Sunday, March 21, 2010

President of Zimbabwe Graces Namibia's 20th Anniversary Festivities

President graces Namibia’s 20th anniversary festivities

From Mabasa Sasa in WINDHOEK, Namibia
Zimbabwe Sunday Mail

PRESIDENT Mugabe arrived here yesterday to join several Heads of State and Government in celebrating Namibia’s 20th independence anniversary today.

He is among 25 leaders who have been invited to grace the celebrations.

President Mugabe was seen off at Harare International Airport by Vice President John Nkomo; the Chief Secretary to the President and Cabinet, Dr Misheck Sibanda; senior Government officials and service chiefs.

Cde Nkomo will be acting President until Cde Mugabe returns home.
The President was met in Windhoek by Zimbabwe’s Ambassador to Namibia Ms Chipo Zindoga.

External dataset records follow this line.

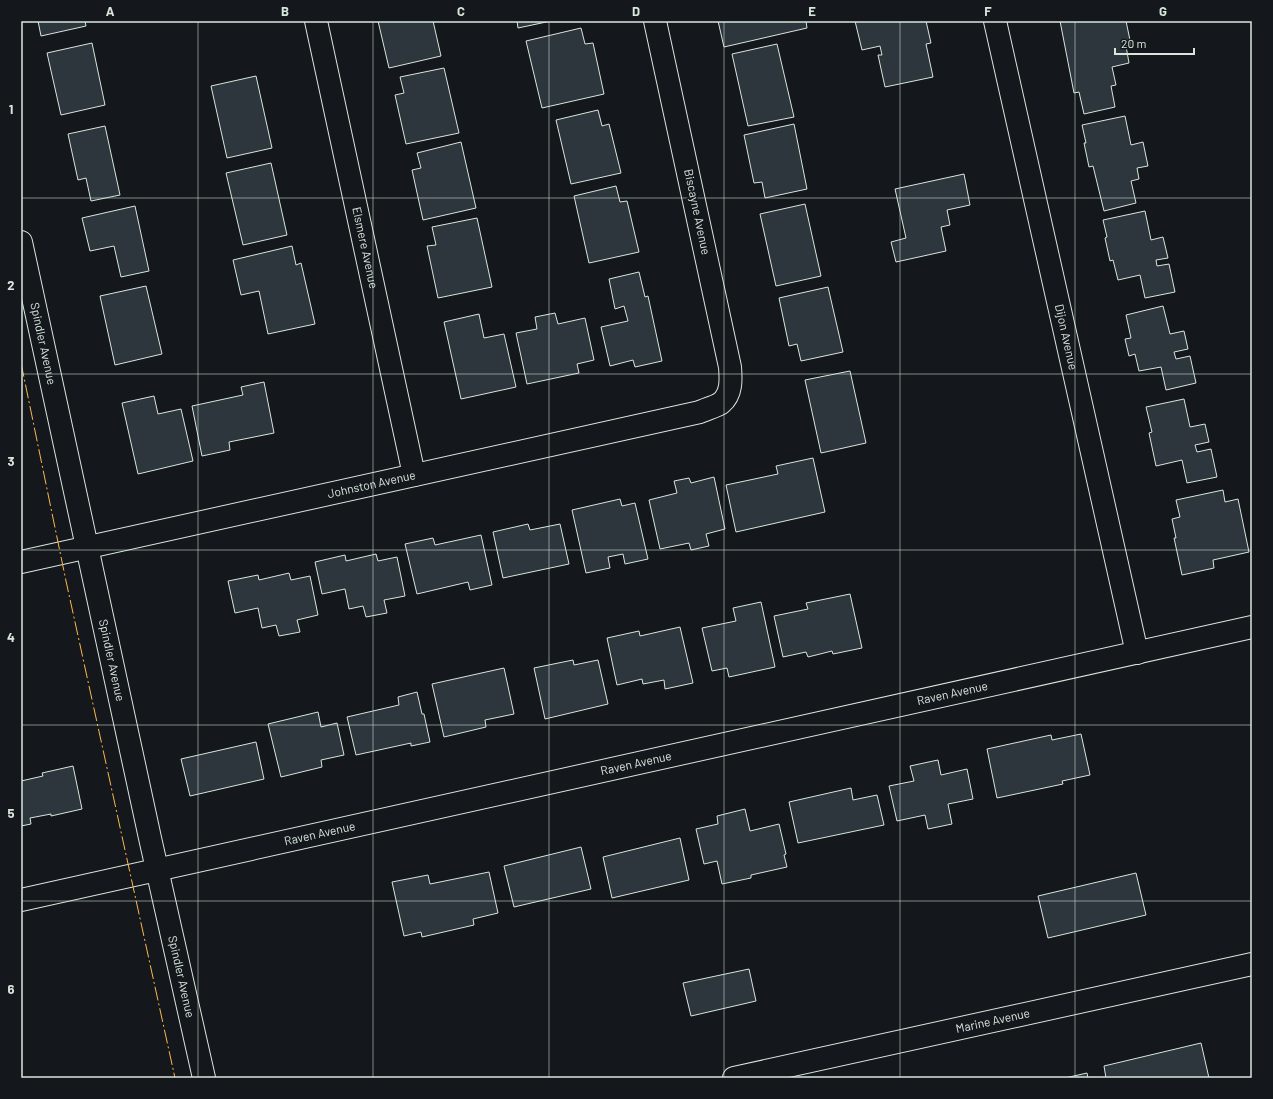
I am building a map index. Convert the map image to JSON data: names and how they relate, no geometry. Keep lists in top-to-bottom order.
{
  "streets": {
    "street": [
      "Biscayne Avenue",
      "Elsmere Avenue",
      "Dijon Avenue",
      "Spindler Avenue",
      "Johnston Avenue",
      "Raven Avenue",
      "Marine Avenue"
    ]
  },
  "crossings": [
    ["Biscayne Avenue", "Johnston Avenue"],
    ["Elsmere Avenue", "Johnston Avenue"],
    ["Dijon Avenue", "Raven Avenue"],
    ["Spindler Avenue", "Johnston Avenue"],
    ["Spindler Avenue", "Raven Avenue"]
  ],
  "scale_bar": "20 m",
  "grid": {
    "columns": [
      "A",
      "B",
      "C",
      "D",
      "E",
      "F",
      "G"
    ],
    "rows": [
      "1",
      "2",
      "3",
      "4",
      "5",
      "6"
    ]
  }
}
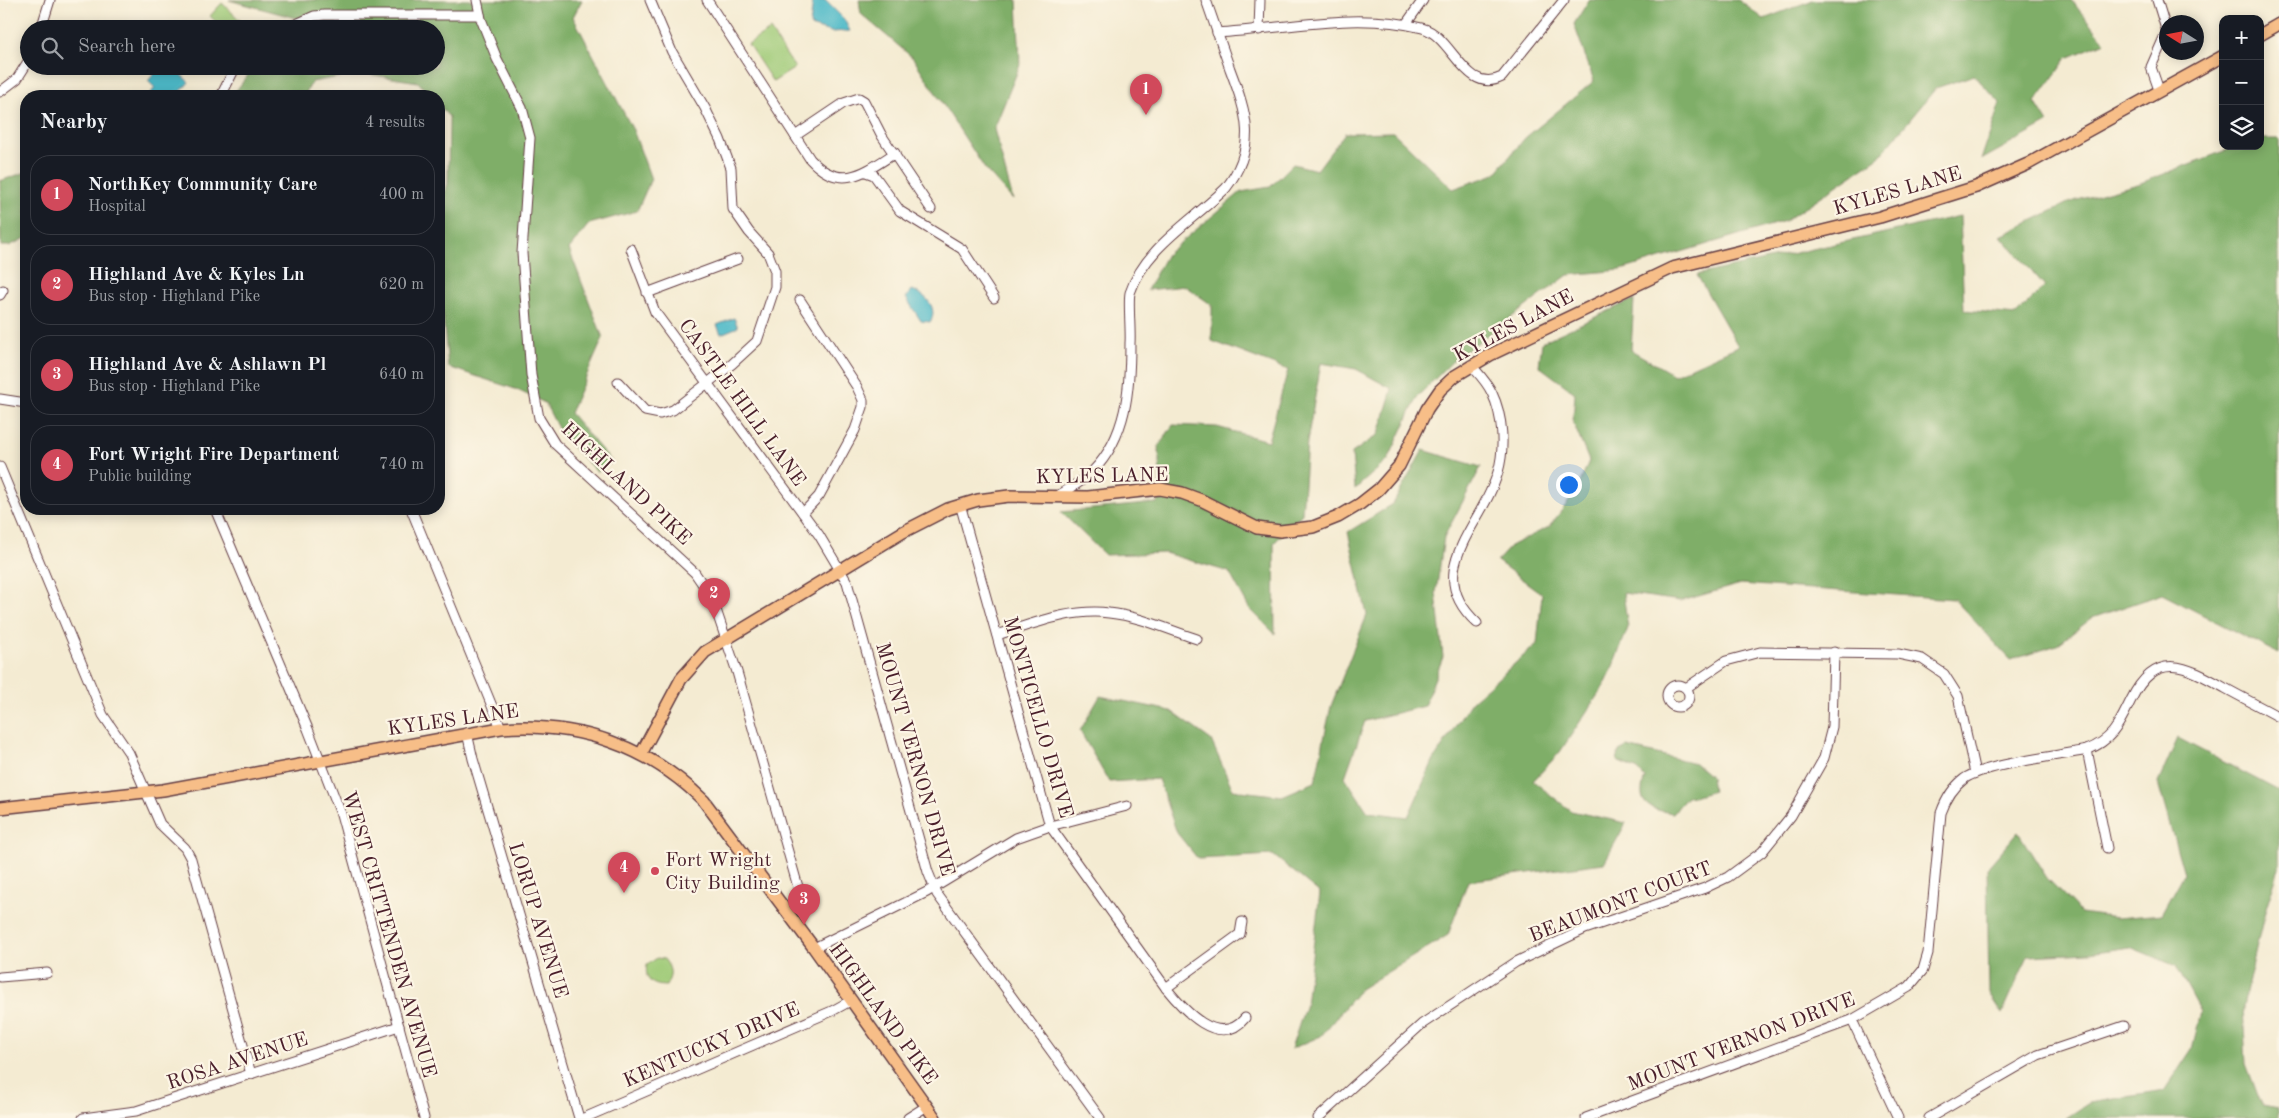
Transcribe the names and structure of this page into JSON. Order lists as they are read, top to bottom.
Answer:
{
  "streets": {
    "main road": ["KYLES LANE", "HIGHLAND PIKE"],
    "street": [
      "CASTLE HILL LANE",
      "MONTICELLO DRIVE",
      "MOUNT VERNON DRIVE",
      "BEAUMONT COURT",
      "LORUP AVENUE",
      "WEST CRITTENDEN AVENUE",
      "KENTUCKY DRIVE",
      "ROSA AVENUE"
    ]
  },
  "crossings": [
    ["KYLES LANE", "CASTLE HILL LANE"],
    ["KYLES LANE", "HIGHLAND PIKE"],
    ["KYLES LANE", "MONTICELLO DRIVE"],
    ["KYLES LANE", "MOUNT VERNON DRIVE"],
    ["KYLES LANE", "LORUP AVENUE"],
    ["KYLES LANE", "WEST CRITTENDEN AVENUE"],
    ["CASTLE HILL LANE", "MOUNT VERNON DRIVE"],
    ["HIGHLAND PIKE", "KENTUCKY DRIVE"],
    ["WEST CRITTENDEN AVENUE", "ROSA AVENUE"]
  ],
  "places": ["Fort Wright City Building"],
  "north": "left",
  "page": {
    "map_buttons": ["+", "−"],
    "search": "Search here",
    "pins": [
      "1",
      "2",
      "4",
      "3"
    ],
    "heading": ["Nearby", "4 results"],
    "list": [
      {
        "mark": "1",
        "name": "NorthKey Community Care",
        "note": "Hospital",
        "value": "400 m"
      },
      {
        "mark": "2",
        "name": "Highland Ave & Kyles Ln",
        "note": "Bus stop · Highland Pike",
        "value": "620 m"
      },
      {
        "mark": "3",
        "name": "Highland Ave & Ashlawn Pl",
        "note": "Bus stop · Highland Pike",
        "value": "640 m"
      },
      {
        "mark": "4",
        "name": "Fort Wright Fire Department",
        "note": "Public building",
        "value": "740 m"
      }
    ]
  }
}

Among other Heads of State and Government expected is Cuban leader Cde Raul Castro, who will be making his second trip to Namibia in a year after visiting the country last June at President Hifikepunye Pohamba’s invitation.

Cuba, along with the Frontline States, played a major role in Namibia’s fight against apartheid South Africa which culminated in independence in 1990.

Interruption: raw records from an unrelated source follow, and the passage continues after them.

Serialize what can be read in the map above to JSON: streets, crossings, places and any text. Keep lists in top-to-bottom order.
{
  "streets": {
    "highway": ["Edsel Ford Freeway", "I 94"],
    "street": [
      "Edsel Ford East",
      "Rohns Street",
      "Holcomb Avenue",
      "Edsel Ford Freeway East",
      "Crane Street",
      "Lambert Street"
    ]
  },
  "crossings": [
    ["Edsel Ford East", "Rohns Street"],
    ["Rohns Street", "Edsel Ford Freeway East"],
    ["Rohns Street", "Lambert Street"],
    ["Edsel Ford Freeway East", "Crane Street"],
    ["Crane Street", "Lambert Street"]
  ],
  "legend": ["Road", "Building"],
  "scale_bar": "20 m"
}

Zambian President Mr Rupiah Banda, President Jacob Zuma of South Africa, African Union chairman and President of Malawi Mr Bingu wa Mutharika and President Jose Eduardo dos Santos of Angola have confirmed their attendance.

Nigeria’s Acting President Mr Goodluck Jonathan is also understood to be coming for the celebrations.

Former Finnish president Martti Ahtisaari, who was a key player in the lead-up to Namibia’s independence, will also be in attendance.

Ahtisaari was a special representative to Namibia for the then United Nations Secretary-General Javier Perez de Cuellar and also headed the UN Transitional Assistance Group for Namibia.

The Namibian government has been carrying out a number of activities in the weeks building up to the celebrations.

These have included public lectures addressed by high-ranking officials, art exhibitions and television broadcasts of specially produced programmes.

The main celebrations take place today with regional events slated for next weekend.

Today’s celebrations will also include the presidential inauguration following Cde Pohamba’s victory in elections last year.

Namibia was first colonised by Germany in 1884 and after the First World War the League of Nations, the predecessor to the UN, mandated South Africa to administer the territory. When the League of Nations was dissolved in 1946, the UN ordered that all former German colonies be brought under a trusteeship system controlled by the world body.

South Africa, which was about to formally establish apartheid, objected to this and started effectively occupying the country. In 1966, the UN General Assembly declared South Africa’s actions illegal and that same year, the current ruling party, Swapo, started the guerrilla attacks that eventually led to independence in 1990.